= Beginning of Section =

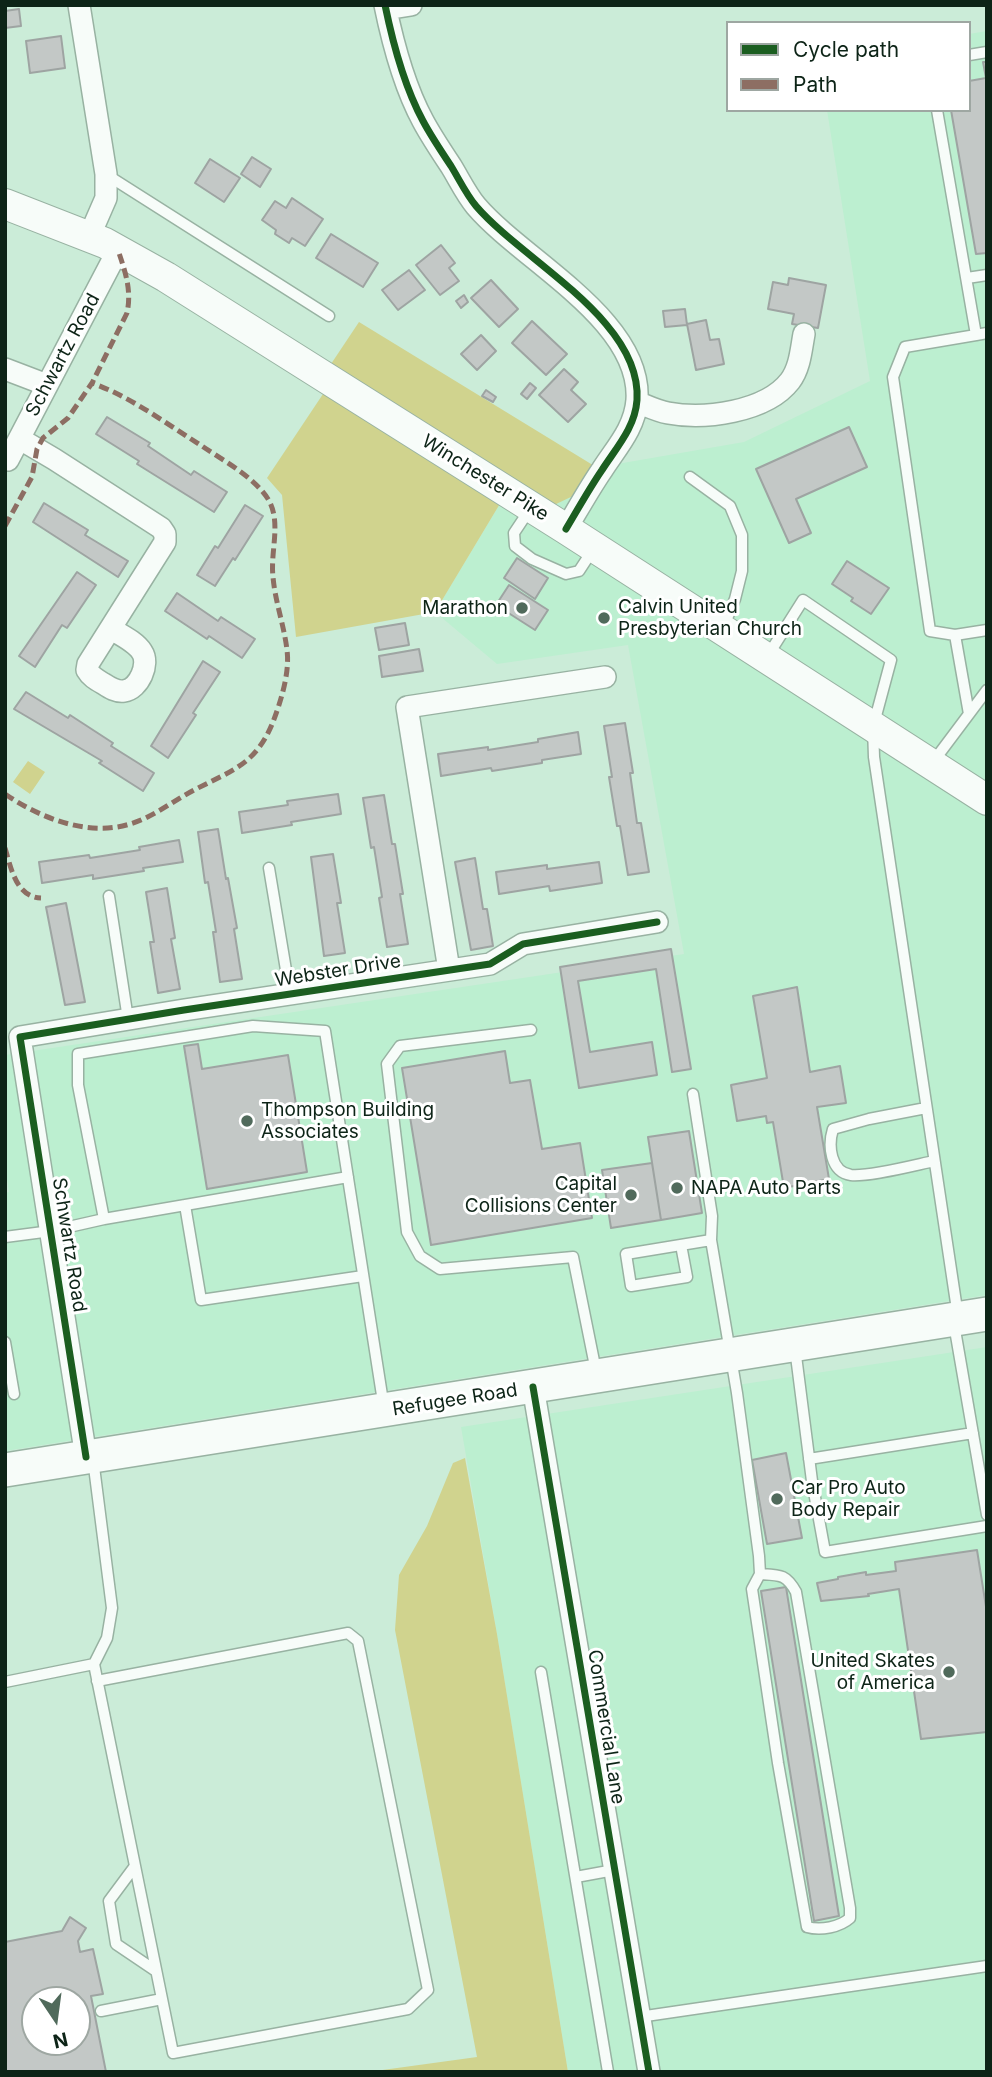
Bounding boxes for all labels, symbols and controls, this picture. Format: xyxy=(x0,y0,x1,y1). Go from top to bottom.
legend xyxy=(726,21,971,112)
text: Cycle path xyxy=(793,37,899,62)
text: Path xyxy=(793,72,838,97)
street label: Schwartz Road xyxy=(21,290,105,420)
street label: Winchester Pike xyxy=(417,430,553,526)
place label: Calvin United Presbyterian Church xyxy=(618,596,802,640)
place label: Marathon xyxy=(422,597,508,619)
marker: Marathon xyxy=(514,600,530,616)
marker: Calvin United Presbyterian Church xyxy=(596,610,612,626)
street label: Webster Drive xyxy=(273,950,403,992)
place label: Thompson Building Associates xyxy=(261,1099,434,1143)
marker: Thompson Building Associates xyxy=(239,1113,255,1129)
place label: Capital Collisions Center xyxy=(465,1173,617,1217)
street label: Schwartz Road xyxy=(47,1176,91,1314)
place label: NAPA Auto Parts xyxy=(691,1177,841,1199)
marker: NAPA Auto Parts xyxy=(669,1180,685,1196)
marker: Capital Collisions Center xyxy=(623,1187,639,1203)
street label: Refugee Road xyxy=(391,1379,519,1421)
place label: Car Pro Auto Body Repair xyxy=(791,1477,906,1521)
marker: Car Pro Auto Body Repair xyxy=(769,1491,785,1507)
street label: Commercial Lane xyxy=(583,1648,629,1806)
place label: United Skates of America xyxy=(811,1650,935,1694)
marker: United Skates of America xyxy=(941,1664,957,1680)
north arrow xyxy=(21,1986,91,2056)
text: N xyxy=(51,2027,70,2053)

= End of Section =

Copy the listing above verbatim; the pictures it contains are to stay out.

## Exercise solution
Bounding boxes for all labels, symbols and controls, this picture. Format: xyxy=(x0,y0,x1,y1). Go from top to bottom.
legend xyxy=(726,21,971,112)
text: Cycle path xyxy=(793,37,899,62)
text: Path xyxy=(793,72,838,97)
street label: Schwartz Road xyxy=(21,290,105,420)
street label: Winchester Pike xyxy=(417,430,553,526)
place label: Calvin United Presbyterian Church xyxy=(618,596,802,640)
place label: Marathon xyxy=(422,597,508,619)
marker: Marathon xyxy=(514,600,530,616)
marker: Calvin United Presbyterian Church xyxy=(596,610,612,626)
street label: Webster Drive xyxy=(273,950,403,992)
place label: Thompson Building Associates xyxy=(261,1099,434,1143)
marker: Thompson Building Associates xyxy=(239,1113,255,1129)
place label: Capital Collisions Center xyxy=(465,1173,617,1217)
street label: Schwartz Road xyxy=(47,1176,91,1314)
place label: NAPA Auto Parts xyxy=(691,1177,841,1199)
marker: NAPA Auto Parts xyxy=(669,1180,685,1196)
marker: Capital Collisions Center xyxy=(623,1187,639,1203)
street label: Refugee Road xyxy=(391,1379,519,1421)
place label: Car Pro Auto Body Repair xyxy=(791,1477,906,1521)
marker: Car Pro Auto Body Repair xyxy=(769,1491,785,1507)
street label: Commercial Lane xyxy=(583,1648,629,1806)
place label: United Skates of America xyxy=(811,1650,935,1694)
marker: United Skates of America xyxy=(941,1664,957,1680)
north arrow xyxy=(21,1986,91,2056)
text: N xyxy=(51,2027,70,2053)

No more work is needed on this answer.